Dari berbagai ayat di atas, terlihat bahwa tangis dalam Al-Qur’an dipresentasikan dalam berbagai konteks. Ada tangis karena kesedihan, penyesalan, keharuan, dan kekhusyukan. Namun, semua itu menunjukkan bahwa menangis bukanlah sesuatu yang dilarang dalam Islam, bahkan dalam konteks tertentu merupakan sebuah ungkapan iman dan kedekatan dengan Allah SWT. Yang penting adalah niat dan tujuan dari tangis tersebut. Jika tangis dilakukan dengan niat untuk mendekatkan diri kepada Allah SWT dan merenungkan kebesaran-Nya, maka tangis tersebut akan menjadi sesuatu yang mulia. Sebaliknya, jika tangis dilakukan karena keputusasaan atau ketidakpercayaan kepada Allah SWT, maka tangis tersebut tidak akan memberikan manfaat apapun.

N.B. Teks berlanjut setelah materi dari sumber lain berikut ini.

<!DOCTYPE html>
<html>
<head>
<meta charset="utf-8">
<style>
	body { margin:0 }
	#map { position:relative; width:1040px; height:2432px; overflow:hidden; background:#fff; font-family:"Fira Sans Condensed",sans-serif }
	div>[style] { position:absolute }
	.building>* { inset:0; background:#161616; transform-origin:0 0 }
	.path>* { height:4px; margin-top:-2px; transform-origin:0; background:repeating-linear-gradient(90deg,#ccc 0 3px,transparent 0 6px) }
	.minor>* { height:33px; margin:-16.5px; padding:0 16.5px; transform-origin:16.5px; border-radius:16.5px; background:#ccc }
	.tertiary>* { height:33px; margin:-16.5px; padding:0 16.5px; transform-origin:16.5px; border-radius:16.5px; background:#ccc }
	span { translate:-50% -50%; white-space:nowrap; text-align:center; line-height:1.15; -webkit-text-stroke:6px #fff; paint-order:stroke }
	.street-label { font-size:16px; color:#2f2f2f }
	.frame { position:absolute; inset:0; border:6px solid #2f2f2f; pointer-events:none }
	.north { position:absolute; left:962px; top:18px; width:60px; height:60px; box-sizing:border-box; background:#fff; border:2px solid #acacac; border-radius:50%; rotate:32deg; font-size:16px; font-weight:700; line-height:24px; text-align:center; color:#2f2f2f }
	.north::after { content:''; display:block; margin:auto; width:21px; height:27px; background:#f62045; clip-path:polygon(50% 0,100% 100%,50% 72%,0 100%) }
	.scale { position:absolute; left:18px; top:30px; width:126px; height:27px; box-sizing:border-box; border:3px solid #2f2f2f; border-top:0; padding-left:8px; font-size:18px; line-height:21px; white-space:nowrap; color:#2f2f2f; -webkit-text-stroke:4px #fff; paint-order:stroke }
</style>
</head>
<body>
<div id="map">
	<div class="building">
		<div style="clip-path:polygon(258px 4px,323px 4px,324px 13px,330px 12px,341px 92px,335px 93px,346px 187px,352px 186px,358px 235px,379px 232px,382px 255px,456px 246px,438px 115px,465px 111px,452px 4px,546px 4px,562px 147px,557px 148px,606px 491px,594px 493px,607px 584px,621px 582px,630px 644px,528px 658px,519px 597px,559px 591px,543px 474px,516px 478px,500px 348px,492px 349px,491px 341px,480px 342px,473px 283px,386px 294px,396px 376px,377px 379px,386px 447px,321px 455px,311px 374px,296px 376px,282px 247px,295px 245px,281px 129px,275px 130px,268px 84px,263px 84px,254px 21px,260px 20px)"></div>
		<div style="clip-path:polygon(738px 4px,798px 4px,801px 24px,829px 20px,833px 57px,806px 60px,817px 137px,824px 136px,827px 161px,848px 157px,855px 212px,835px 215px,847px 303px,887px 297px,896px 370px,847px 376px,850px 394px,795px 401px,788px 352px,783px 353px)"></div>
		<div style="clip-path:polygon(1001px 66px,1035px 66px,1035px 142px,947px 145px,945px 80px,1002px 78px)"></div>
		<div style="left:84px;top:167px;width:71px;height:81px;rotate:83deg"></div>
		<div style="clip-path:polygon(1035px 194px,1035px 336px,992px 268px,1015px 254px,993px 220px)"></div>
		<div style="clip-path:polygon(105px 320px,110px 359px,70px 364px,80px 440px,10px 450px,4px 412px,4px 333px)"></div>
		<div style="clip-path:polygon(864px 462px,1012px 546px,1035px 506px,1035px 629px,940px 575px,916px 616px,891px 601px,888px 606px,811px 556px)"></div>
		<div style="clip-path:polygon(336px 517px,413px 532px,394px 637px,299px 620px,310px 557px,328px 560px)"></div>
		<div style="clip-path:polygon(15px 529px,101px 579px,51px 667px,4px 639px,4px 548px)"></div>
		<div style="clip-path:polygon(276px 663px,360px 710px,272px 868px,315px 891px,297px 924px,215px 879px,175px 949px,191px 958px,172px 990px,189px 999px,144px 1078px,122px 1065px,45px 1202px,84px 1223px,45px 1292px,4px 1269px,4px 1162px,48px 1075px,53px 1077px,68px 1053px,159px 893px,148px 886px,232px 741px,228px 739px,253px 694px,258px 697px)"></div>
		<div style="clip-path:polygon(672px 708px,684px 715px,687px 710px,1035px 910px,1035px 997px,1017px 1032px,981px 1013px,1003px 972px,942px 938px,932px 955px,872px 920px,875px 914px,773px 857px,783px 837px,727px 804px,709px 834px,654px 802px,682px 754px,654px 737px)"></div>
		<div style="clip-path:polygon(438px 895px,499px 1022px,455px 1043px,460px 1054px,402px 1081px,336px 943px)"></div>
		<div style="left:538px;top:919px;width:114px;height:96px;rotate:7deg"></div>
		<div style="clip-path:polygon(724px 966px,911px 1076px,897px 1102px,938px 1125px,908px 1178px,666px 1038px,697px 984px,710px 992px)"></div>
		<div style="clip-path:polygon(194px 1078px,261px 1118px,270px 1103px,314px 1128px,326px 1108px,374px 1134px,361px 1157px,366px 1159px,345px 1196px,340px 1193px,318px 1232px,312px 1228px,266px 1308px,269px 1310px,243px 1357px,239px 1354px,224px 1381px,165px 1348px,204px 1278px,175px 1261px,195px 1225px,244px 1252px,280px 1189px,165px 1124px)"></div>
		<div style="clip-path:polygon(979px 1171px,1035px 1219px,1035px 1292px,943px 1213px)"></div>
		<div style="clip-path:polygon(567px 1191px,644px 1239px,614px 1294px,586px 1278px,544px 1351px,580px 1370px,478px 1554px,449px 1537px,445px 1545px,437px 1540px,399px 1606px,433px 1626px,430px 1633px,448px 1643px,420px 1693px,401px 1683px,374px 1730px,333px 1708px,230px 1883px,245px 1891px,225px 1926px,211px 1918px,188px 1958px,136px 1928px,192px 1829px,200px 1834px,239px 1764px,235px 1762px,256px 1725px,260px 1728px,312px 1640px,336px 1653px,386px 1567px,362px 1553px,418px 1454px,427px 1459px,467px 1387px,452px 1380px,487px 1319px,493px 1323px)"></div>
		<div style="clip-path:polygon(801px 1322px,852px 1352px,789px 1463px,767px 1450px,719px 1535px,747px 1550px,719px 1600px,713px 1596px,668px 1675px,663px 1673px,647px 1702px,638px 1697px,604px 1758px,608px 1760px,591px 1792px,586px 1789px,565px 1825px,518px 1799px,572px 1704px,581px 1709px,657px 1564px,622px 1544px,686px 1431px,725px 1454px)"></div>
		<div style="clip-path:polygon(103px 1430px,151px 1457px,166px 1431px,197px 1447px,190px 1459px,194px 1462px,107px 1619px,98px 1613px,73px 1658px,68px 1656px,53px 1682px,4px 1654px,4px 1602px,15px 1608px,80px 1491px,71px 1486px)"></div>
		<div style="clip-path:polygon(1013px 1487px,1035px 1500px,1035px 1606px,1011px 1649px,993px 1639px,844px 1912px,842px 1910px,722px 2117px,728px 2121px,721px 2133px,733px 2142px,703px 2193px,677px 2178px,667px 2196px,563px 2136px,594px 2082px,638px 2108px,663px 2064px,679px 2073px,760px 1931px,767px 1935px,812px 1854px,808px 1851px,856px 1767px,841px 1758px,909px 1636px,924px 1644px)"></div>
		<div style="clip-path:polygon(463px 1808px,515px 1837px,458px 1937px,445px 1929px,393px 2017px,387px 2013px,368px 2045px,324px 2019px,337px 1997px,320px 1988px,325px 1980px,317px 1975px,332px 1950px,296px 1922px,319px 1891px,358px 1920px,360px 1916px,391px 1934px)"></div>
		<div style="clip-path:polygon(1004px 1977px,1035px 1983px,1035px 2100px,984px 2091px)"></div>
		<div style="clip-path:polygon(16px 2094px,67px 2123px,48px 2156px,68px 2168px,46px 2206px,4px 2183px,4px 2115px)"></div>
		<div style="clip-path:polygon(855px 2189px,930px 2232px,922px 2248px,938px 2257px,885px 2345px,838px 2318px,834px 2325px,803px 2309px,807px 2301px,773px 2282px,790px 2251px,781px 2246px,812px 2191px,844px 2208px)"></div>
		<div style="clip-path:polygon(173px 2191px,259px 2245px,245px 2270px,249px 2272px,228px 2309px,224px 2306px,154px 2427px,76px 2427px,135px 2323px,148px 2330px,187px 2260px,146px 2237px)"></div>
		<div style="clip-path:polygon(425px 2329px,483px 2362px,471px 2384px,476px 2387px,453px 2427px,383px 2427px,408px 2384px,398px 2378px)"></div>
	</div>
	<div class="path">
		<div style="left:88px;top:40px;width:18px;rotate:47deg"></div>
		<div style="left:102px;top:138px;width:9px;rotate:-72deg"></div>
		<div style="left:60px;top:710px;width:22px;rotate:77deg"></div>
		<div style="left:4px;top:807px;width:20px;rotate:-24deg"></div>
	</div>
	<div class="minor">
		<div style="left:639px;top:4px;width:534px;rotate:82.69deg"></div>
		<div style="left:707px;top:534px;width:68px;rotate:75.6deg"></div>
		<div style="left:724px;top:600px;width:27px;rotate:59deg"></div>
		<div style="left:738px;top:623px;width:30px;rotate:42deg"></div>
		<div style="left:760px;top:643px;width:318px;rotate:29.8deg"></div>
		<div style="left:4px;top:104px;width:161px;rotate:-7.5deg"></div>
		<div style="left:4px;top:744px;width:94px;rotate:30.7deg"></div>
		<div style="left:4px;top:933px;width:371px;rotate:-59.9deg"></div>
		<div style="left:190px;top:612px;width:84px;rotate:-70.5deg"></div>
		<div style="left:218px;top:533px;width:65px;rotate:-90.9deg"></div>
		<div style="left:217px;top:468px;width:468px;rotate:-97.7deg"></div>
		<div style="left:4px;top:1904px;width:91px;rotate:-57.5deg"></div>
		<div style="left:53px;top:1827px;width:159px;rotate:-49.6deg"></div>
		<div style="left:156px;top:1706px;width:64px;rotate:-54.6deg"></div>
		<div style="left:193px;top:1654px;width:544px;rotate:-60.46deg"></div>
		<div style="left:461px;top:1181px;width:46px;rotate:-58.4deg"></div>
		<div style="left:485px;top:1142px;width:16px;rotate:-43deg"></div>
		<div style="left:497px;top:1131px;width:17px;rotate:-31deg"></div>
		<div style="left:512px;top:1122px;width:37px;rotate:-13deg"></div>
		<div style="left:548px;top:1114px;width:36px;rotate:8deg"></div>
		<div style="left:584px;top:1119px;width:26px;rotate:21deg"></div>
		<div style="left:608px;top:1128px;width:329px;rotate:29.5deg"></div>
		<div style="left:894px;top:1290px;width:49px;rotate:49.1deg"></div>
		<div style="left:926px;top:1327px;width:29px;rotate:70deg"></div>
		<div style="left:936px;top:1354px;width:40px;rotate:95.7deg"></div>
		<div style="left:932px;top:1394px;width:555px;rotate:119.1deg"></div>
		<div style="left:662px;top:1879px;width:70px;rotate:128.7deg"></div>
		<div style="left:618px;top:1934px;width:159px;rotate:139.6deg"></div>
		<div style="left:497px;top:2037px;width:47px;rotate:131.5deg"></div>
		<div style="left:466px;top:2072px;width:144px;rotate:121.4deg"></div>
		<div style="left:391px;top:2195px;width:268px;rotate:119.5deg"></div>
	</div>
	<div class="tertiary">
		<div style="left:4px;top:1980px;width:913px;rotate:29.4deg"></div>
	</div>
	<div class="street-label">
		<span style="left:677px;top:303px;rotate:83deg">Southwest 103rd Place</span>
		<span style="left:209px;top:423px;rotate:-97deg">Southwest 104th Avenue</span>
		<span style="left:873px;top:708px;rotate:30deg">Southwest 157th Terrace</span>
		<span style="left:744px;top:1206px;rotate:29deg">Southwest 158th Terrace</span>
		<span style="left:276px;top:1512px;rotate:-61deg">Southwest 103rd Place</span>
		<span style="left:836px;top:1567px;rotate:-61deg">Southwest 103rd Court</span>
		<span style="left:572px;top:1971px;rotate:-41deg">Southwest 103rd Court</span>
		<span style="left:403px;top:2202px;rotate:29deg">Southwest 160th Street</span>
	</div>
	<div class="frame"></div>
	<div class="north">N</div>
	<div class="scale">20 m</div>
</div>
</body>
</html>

Kesimpulannya, Islam tidak melarang menangis. Justru, dalam konteks spiritualitas yang benar, tangis dapat menjadi sebuah ibadah yang menunjukkan keikhlasan dan ketaqwaan seorang hamba kepada Tuhannya. Menangis sebagai ekspresi emosi manusia harus dipahami dalam konteks yang lebih luas, yaitu sebagai bagian dari proses spiritual yang mengarah pada kedekatan dengan Allah SWT. Penting untuk menjaga agar tangis tidak berlebihan dan tidak mengarah pada keputusasaan, melainkan sebagai manifestasi iman yang tulus dan penyerahan diri yang sempurna kepada kehendak Allah SWT.